Concrètement, y a-t-il des bris de service à Amos?
Non, et on n’a pas besoin d’avoir recours aux mécanismes de dépannage. On a un Réseau local de service bien desservi par les médecins de famille. Cependant, quand on parle de prévention, de détection précoce des maladies et du contrôle de symptômes, on est dans un certain vide. Heureusement, on a accès à un guichet d’accès à un médecin de famille qui priorise les demandes en fonction des besoins cliniques. Par exemple, si un adulte en bonne santé attend deux ans pour voir un médecin, les impacts seront moindres. Mais si vous avez 70 ans et que vous faites de l’hypertension et du diabète, vous êtes déjà priorisé grâce au guichet.
Y a-t-il un clash générationnel entre les médecins?
Il y a un clash multi-générationnel sur les façons de faire des baby-boomers, des X, des millénariaux (Y) et des Z qui arrivent. Les jeunes médecins sont beaucoup plus poussés vers une médecine basée sur les preuves, les consensus cliniques et la nécessité de faire des recherches avant de poser certains gestes, alors que les médecins plus expérimentés, qui connaissent très bien leurs patients, sont parfois plus efficaces en allant directement vers un traitement. Il y a aussi plus de précautions qui sont prises par toute jeune personne dans le métier, ce qui est normal : ça entraîne plus d’investigation et de temps pour obtenir et analyser les résultats.

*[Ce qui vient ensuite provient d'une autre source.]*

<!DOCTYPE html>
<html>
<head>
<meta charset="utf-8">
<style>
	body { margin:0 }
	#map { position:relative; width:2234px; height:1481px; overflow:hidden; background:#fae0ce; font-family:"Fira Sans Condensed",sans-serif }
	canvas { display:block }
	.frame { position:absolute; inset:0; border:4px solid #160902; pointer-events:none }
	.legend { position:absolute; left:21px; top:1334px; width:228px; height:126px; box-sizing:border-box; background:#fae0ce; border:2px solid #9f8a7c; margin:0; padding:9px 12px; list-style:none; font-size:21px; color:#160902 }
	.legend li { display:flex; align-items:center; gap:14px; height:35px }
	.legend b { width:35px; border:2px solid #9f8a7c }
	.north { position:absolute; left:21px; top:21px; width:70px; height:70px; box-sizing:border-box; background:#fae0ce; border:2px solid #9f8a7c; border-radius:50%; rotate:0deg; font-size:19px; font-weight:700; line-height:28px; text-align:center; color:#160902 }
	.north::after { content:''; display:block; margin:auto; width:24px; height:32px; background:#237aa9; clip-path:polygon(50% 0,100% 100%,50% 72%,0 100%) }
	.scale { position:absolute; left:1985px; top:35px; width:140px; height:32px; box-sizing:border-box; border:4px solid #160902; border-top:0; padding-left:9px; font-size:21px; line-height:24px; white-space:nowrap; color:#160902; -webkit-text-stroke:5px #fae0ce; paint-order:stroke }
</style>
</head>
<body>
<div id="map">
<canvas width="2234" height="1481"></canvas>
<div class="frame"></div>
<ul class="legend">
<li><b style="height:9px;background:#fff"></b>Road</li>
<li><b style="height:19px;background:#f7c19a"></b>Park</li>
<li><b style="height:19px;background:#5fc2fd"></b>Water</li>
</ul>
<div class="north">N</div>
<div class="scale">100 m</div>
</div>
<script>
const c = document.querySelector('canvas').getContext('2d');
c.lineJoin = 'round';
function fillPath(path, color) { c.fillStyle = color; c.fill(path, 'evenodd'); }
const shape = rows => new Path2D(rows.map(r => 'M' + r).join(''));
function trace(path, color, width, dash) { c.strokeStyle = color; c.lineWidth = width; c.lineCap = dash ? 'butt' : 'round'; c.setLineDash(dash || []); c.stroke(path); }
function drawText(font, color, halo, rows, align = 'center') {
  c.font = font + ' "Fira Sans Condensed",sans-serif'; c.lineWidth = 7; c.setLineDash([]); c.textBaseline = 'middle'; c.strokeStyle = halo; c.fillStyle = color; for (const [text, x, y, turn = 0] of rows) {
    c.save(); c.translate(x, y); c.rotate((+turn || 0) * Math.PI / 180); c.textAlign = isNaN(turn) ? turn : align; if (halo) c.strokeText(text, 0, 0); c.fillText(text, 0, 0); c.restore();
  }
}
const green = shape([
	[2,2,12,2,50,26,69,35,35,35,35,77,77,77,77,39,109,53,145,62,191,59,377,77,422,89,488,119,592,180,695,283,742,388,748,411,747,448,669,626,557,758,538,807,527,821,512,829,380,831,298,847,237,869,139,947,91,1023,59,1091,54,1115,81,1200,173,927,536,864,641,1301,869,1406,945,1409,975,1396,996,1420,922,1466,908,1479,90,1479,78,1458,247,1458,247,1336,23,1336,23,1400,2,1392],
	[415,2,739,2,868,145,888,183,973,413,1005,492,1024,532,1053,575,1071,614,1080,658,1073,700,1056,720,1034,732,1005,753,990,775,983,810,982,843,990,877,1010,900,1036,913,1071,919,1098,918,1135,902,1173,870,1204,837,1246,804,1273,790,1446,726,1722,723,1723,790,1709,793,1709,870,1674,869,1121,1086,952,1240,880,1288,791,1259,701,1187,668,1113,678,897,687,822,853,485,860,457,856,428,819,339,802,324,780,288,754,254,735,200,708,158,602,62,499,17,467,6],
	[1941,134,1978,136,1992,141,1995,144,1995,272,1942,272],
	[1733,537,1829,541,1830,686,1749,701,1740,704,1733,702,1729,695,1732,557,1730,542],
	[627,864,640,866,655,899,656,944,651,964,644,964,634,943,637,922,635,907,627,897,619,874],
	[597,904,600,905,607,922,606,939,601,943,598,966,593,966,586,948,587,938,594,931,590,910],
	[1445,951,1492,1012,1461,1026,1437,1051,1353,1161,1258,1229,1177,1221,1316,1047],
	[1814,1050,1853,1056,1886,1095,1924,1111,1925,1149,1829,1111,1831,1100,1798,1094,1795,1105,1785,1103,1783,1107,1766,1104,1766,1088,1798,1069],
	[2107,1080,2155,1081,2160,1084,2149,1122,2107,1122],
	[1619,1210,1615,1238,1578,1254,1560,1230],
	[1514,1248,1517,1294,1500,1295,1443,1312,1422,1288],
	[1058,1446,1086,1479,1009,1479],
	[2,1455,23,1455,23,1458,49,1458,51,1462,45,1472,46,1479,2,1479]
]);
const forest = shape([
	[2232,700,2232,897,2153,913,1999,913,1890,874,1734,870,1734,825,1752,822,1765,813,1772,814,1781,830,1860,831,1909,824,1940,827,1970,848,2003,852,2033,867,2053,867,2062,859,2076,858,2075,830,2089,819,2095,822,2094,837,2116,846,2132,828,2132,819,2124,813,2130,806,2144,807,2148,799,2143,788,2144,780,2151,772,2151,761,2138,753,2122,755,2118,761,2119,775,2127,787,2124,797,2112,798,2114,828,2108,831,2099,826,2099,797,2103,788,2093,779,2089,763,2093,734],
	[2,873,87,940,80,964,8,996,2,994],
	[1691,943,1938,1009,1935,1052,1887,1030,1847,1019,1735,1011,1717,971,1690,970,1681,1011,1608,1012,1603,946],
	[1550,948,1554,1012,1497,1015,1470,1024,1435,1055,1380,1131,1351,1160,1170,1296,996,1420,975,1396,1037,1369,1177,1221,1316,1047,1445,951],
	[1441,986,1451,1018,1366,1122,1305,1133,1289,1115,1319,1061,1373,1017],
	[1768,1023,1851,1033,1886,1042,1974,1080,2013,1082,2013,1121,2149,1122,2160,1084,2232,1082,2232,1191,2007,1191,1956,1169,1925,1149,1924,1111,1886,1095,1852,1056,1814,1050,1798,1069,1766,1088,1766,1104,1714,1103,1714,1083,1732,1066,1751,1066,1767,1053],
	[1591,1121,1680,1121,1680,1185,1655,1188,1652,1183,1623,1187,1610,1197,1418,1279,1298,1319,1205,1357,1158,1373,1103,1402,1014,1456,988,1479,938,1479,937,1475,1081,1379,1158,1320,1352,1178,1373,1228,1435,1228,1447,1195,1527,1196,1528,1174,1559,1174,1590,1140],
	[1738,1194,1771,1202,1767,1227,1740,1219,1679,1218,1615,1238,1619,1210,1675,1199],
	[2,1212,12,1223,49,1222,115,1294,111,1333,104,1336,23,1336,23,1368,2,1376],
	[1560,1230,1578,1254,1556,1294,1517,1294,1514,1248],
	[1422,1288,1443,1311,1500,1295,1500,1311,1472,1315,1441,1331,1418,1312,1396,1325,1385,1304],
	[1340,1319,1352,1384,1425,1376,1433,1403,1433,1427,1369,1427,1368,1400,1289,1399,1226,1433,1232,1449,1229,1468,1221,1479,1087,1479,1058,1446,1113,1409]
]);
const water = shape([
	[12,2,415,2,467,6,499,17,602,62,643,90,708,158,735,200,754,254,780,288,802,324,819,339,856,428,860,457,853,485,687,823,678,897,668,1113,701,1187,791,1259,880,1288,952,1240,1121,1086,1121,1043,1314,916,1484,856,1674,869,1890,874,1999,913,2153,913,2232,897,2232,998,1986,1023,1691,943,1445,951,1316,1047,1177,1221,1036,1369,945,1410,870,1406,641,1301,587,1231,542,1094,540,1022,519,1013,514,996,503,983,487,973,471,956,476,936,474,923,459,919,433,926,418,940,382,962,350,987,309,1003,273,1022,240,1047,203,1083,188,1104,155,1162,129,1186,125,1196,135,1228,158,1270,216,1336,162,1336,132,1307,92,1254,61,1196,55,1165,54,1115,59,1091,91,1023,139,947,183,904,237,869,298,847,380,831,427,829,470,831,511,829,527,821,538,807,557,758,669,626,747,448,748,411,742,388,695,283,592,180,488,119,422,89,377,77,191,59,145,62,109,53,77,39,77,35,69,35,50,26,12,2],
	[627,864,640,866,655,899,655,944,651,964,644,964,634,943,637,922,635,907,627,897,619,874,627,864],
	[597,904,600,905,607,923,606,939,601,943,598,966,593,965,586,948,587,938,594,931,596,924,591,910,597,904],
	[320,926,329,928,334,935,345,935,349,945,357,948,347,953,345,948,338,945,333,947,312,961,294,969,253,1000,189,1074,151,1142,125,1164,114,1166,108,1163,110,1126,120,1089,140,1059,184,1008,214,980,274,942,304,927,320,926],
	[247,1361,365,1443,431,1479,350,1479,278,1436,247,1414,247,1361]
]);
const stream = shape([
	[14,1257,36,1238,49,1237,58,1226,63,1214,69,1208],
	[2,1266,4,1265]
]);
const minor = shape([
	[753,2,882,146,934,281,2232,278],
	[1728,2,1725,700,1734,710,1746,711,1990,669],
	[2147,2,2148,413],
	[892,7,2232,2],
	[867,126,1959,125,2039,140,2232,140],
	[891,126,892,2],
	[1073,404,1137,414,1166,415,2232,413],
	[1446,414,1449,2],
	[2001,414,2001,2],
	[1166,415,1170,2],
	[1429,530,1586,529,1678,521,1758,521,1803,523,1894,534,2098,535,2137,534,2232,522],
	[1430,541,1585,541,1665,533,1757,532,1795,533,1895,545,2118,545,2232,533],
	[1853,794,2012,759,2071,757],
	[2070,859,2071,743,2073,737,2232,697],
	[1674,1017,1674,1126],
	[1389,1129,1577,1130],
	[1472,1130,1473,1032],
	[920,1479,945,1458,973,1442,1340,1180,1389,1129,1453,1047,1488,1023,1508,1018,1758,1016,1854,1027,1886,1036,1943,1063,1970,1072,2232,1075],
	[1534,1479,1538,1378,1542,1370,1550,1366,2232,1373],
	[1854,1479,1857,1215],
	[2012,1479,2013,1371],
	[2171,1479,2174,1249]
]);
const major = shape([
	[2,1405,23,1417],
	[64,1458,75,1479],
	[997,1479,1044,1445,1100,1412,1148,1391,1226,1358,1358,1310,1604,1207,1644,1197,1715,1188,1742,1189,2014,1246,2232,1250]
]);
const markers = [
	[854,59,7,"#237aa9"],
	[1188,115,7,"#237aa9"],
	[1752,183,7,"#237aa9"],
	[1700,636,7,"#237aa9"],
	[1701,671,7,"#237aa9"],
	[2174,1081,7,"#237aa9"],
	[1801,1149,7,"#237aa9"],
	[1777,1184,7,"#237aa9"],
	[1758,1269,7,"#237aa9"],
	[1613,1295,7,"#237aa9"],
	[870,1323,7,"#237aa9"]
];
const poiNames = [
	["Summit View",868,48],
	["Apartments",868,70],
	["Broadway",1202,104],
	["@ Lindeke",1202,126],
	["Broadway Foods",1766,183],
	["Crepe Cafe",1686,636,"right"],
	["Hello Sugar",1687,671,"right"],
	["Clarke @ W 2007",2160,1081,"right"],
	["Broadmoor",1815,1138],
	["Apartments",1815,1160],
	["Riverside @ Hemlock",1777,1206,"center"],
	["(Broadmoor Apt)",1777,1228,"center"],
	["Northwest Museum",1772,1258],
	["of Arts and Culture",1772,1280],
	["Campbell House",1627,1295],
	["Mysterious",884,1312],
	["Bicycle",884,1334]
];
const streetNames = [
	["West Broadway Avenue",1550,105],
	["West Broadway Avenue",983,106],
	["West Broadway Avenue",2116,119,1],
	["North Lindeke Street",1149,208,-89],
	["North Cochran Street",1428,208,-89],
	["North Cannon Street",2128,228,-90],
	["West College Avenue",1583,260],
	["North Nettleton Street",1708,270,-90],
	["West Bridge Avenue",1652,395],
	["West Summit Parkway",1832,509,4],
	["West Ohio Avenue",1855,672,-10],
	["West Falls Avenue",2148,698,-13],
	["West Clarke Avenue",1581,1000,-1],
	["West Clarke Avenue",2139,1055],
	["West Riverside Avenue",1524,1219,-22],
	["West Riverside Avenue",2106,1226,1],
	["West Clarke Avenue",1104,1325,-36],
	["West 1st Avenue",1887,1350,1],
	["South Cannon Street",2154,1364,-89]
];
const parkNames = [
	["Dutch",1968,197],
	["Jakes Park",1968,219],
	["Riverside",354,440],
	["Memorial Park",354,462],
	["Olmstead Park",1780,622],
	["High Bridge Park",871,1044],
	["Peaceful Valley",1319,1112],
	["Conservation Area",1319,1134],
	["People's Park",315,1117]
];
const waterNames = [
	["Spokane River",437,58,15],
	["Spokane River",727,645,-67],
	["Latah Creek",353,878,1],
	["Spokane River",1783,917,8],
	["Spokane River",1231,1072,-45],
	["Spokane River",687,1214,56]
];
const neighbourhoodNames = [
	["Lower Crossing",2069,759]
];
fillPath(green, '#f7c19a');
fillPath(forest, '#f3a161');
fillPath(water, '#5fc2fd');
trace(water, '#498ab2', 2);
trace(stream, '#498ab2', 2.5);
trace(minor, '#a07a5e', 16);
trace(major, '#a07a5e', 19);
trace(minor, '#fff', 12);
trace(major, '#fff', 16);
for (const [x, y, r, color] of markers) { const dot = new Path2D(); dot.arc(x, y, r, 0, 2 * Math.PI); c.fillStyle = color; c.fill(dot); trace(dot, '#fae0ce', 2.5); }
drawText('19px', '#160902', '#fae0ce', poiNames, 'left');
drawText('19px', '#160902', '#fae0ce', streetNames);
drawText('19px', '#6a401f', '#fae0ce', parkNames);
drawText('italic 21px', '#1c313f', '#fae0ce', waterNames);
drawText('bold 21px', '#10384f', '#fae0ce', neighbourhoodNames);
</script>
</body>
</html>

Est-ce cliché de dire qu’un jeune médecin veut prendre moins de patients?
Selon mon avis personnel, il y a effectivement une partie clichée, car un jeune médecin avec 500 patients à sa charge, qui doit faire six shifts d’urgence par mois et une semaine sur cinq d’hospitalisation : son horaire est plein. Il ne travaille pas 35 heures par semaine, mais bien 50 avec la garde. On ne peut pas les comparer aux médecins plus âgés qui ont 1500 ou 2000 patients. Par contre, il y a malheureusement un certain désintérêt de la médecine de première ligne, pas seulement chez les jeunes, un peu partout au Québec. C’est une pratique très lourde qui peut décourager certaines personnes.
Quelles sont vos démarches de recrutement?
On offre une quarantaine de stages rémunérés d’un mois à travers les centres hospitaliers la région, chaque été. Si un étudiant va à Rouyn-Noranda, qu’il adore la région et qu’il veut devenir orthopédiste, il va peut-être choisir d’aller à Amos ensuite. On vise une cohésion régionale pour attirer les médecins de famille et les médecins spécialistes.
On offre aussi des bourses d’études en échange d’années de travail dans la région. On participe aux journées durant lesquelles tous les finissants en médecine de famille sont conviés à Montréal : on les rencontre, on leur transmet l’information et on leur explique les particularités de la région. On participe également aux journées carrière en octobre avec une délégation de médecins de la région.
Que vous disent les personnes rencontrées?
C’est presque toujours positif, car elles connaissent souvent quelqu’un qui a travaillé chez nous. Moi-même, je ne viens pas de la région, mais j’ai fait ma première journée de pratique médicale ici et j’ai toujours eu des bons mots pour l’Abitibi-Témiscamingue.
Cela dit, l’éloignement est un facteur. Tout comme la qualité du transport : pendant la pandémie, c’était désastreux. Pour les médecins sans famille en région, c’était hyper compliqué de rejoindre les leurs. Nous avons aussi des médecins d’origine étrangère. S’ils peuvent prendre l’avion pour aller à Montréal, ça va, mais si c’est complexe, ça les désintéresse. On est aussi limité dans le nombre de places en CPE. Ça crée parfois un désintérêt ou un départ de la région.
Heureusement, l’hôpital d’Amos a très bonne réputation. C’est probablement pourquoi il n’y avait pas de pénurie de médecins de famille et pourquoi il s’est si bien développé du côté des spécialités, même s’il est dans une ville moins grande que Val-d’Or et Rouyn-Noranda.